DataSketches Internal Working

Hi All,

I have read the Yahoo Documentation which describes the internal working of Theta Sketch Algorithm.

But I am not able to co-relate it with how Druid implements it. Basically How does Druid creates theta sketch at the time of ingestion.

What I am trying to understand is , how does the filtering on different dimension and theta sketch on different dimension work in Druid Query Single Aggregator.

Does Druid Filter the rows based on the filters given in a filtered aggregator and then applies theta sketch provided in the same filtered aggregator on it (But How ??? Because the Theta Sketch Set in Druid would have been already created at the Data Ingestion time ).

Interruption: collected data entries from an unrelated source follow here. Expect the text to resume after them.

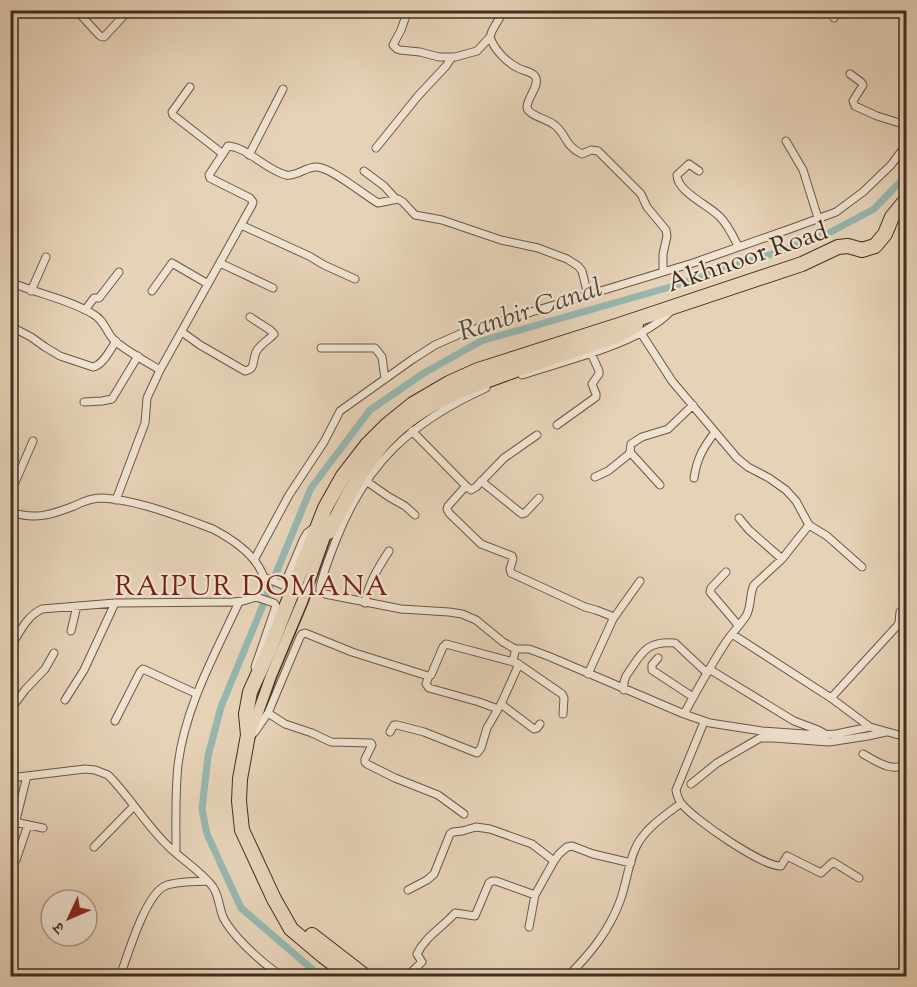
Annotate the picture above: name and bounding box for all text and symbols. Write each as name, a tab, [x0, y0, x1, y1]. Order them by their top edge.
street label: Akhnoor Road	[662, 213, 833, 303]
water label: Ranbir Canal	[454, 270, 608, 353]
district label: RAIPUR DOMANA	[114, 568, 390, 608]
north arrow	[39, 888, 99, 948]
text: उ	[48, 914, 72, 938]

Could you anyone please answer this ?


Pravesh Gupta


Dimensions, that you need to filter on, must be ingested as dimension columns. Then Druid would have different rows for different dimension values and each row will have its own thetaSketch. At query time, some rows would be skipped as per the filters provided and appropriate thetaSketch merging would happen if required.



Hey Himanshu,
Thanks for the response and Sorry for the late reply.

What do you mean by “each row will have its own thetaSketch” ?? Isnt thetasketch a separate Set whose size is K (Given at ingestion time) which contains numbers between 0 and 1 (Based on Gaussian Distribution) ?


Pravesh Gupta

Also , to add to above Question,
What all Druid does at the Query Time if we have given the theta sketch at the ingestion time ?